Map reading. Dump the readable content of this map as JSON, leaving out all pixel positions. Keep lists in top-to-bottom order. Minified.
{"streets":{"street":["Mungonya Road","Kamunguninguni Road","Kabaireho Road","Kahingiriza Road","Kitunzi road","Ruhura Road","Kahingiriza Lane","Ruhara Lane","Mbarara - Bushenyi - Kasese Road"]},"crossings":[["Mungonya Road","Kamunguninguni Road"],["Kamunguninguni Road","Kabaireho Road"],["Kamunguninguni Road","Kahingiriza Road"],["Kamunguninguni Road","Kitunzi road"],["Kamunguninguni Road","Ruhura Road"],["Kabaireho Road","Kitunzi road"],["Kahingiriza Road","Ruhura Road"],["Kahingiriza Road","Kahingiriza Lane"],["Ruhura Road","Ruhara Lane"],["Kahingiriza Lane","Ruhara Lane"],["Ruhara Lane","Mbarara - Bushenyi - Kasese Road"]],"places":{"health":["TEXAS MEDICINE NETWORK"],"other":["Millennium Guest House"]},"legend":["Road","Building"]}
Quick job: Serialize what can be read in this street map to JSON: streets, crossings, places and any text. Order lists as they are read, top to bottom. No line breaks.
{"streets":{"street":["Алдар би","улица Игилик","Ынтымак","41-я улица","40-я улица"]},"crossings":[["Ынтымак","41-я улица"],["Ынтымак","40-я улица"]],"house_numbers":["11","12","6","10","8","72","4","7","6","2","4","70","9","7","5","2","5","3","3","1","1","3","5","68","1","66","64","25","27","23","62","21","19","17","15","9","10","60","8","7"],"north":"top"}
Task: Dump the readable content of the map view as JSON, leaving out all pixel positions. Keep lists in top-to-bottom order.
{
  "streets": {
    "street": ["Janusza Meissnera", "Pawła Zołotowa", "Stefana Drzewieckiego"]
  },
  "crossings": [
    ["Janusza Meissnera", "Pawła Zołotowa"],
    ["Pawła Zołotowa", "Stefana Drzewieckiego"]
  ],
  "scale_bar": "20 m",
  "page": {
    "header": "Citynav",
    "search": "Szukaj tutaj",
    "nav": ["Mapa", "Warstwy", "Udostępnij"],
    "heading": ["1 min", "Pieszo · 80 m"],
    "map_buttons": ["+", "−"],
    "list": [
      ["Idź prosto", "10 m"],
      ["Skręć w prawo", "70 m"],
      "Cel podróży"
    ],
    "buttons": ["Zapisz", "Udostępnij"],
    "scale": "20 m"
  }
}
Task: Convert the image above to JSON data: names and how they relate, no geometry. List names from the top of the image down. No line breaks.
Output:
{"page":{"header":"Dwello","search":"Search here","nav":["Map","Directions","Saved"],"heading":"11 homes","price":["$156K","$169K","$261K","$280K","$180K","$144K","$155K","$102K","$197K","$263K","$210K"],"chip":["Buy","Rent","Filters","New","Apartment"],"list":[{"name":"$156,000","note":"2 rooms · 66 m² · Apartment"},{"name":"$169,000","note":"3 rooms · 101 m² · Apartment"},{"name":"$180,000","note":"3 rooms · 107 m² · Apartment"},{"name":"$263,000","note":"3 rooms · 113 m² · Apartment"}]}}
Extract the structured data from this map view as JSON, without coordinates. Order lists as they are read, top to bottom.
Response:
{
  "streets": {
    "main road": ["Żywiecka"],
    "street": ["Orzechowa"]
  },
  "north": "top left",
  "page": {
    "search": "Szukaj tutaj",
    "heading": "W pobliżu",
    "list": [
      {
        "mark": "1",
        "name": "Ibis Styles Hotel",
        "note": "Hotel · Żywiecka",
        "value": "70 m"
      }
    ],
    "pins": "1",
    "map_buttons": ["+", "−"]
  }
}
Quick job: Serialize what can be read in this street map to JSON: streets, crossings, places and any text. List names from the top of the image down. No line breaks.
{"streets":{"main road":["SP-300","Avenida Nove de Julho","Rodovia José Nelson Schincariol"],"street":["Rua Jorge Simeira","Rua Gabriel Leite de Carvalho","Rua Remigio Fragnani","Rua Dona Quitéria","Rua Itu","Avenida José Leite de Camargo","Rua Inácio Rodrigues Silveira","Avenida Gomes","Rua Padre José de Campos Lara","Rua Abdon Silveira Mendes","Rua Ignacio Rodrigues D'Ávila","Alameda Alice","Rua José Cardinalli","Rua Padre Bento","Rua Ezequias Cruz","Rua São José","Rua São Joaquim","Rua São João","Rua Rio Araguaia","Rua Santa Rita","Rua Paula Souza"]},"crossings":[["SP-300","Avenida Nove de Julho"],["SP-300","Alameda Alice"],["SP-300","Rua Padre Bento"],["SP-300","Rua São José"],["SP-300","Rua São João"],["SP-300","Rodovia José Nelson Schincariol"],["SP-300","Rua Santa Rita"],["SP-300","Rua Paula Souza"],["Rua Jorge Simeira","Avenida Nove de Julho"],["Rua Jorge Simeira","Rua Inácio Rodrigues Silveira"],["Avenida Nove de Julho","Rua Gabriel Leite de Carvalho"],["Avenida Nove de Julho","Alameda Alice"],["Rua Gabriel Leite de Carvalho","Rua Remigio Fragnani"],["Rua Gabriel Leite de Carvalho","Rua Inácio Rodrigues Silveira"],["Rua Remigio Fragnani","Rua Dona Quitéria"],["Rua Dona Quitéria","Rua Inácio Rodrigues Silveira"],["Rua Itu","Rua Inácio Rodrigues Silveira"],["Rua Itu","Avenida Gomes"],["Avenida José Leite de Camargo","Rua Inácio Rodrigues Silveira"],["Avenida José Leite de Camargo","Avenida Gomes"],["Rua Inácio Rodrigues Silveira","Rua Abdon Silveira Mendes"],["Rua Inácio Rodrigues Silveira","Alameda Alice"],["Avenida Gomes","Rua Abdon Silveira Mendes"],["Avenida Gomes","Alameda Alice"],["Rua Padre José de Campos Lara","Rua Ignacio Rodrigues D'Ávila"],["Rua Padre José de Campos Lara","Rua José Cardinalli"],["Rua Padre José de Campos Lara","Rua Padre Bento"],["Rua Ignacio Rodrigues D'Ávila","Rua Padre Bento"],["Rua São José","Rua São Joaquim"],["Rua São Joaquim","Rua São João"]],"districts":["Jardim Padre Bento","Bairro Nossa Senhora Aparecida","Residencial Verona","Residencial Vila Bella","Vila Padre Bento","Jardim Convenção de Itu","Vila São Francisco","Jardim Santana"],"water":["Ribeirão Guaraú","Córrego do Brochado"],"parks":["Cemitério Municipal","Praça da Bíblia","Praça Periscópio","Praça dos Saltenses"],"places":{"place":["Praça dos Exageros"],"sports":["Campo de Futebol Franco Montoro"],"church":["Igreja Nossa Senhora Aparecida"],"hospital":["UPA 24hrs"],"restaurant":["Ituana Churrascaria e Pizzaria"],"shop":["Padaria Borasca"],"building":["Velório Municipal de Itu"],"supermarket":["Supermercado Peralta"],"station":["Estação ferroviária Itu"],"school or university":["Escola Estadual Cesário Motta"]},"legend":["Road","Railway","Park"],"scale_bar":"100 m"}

----

To do -> Lines containing the word "Serialize" must be found in the data above and copied.

Expected output ->
Quick job: Serialize what can be read in this street map to JSON: streets, crossings, places and any text. Order lists as they are read, top to bottom. No line breaks.
Quick job: Serialize what can be read in this street map to JSON: streets, crossings, places and any text. List names from the top of the image down. No line breaks.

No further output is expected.